Data records

- - - - - - -

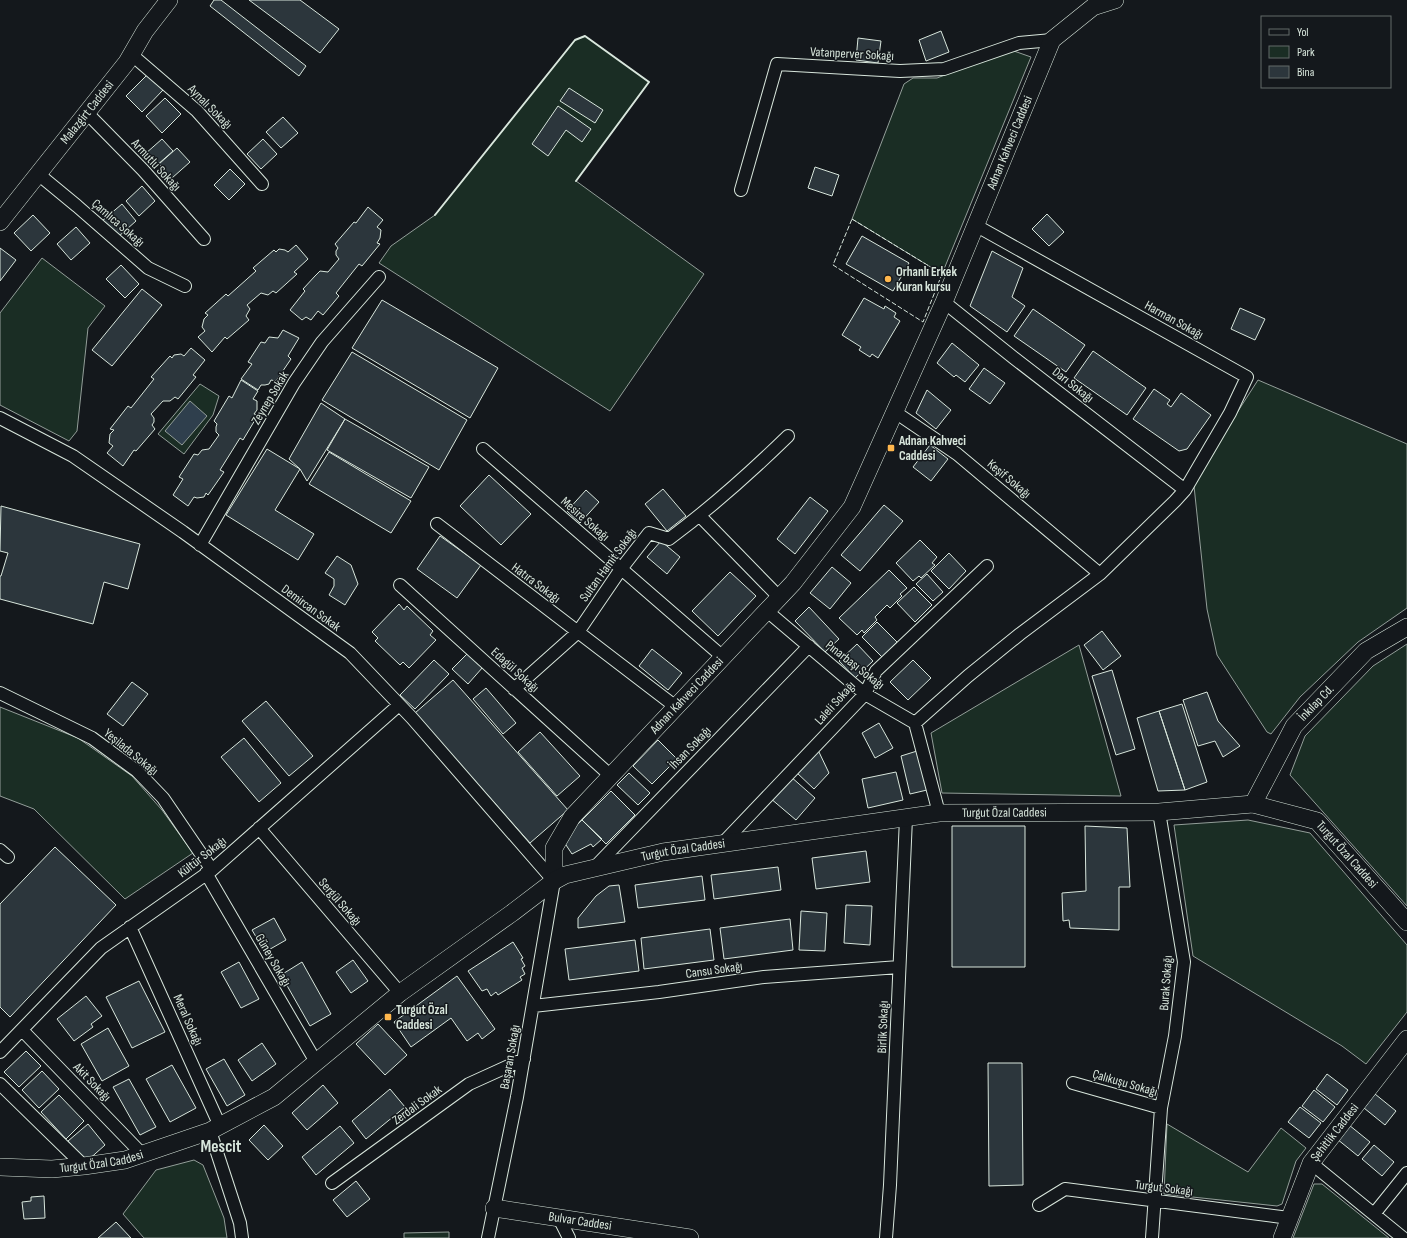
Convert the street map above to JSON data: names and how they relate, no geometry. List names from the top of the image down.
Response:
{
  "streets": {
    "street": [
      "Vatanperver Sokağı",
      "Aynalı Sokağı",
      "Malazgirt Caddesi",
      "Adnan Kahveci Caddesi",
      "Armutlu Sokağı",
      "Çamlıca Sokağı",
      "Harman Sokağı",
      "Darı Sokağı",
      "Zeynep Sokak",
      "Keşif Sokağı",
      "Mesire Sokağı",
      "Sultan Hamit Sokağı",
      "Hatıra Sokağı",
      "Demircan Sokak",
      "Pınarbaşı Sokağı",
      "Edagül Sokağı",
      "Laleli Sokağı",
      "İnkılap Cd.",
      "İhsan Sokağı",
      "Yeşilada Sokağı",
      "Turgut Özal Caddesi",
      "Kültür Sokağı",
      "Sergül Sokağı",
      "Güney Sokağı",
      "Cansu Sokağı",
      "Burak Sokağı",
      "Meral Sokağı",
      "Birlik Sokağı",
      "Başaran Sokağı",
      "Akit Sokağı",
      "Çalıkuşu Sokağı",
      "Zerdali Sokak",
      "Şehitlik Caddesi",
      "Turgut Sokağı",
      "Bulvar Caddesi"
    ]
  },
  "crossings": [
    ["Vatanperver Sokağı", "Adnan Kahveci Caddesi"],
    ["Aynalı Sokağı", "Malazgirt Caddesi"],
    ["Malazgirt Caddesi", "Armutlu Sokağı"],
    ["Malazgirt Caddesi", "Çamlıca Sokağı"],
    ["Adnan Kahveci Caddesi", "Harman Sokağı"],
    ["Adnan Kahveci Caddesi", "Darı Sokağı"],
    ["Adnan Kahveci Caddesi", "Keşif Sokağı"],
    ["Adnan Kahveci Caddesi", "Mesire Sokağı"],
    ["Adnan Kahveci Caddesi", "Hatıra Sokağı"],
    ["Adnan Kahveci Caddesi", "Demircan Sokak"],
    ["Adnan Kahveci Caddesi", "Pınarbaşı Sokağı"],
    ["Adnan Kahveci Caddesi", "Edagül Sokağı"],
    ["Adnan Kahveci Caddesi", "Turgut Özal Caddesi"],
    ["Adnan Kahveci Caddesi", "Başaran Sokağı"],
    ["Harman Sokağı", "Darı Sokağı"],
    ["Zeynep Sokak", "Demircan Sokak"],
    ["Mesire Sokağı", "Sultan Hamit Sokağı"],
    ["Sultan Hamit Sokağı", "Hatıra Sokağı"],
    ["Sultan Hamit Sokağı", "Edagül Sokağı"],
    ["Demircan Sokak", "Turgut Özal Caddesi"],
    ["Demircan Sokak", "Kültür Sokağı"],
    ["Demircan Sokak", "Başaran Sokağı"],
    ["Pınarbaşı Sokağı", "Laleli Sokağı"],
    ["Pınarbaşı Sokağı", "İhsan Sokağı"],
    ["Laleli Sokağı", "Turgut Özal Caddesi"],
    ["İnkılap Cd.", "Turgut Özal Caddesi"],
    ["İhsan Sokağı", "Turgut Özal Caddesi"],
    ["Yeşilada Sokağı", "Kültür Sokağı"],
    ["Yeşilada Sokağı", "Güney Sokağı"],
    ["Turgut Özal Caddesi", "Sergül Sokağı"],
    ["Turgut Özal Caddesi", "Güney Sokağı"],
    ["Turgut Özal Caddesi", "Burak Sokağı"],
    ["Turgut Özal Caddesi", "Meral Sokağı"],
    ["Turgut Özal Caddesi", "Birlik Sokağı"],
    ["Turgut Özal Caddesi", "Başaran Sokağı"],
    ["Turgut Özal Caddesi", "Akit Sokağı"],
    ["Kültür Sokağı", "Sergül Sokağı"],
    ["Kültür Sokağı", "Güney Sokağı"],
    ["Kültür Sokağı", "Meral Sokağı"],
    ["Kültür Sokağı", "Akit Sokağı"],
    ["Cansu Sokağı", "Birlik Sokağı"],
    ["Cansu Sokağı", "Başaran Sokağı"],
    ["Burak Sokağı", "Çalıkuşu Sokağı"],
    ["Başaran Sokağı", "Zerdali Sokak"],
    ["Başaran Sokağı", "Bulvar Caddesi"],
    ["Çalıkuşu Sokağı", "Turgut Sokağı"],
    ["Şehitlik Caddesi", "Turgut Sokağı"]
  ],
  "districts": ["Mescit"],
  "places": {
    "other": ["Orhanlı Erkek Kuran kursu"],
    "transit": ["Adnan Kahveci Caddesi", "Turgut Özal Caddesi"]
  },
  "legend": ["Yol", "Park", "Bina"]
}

- - - - - - -

= What the task asks =
Only lines of the data holding the word "Çalıkuşu" go in the answer. Please copy each of them.

= Expected answer =
      "Çalıkuşu Sokağı",
    ["Burak Sokağı", "Çalıkuşu Sokağı"],
    ["Çalıkuşu Sokağı", "Turgut Sokağı"],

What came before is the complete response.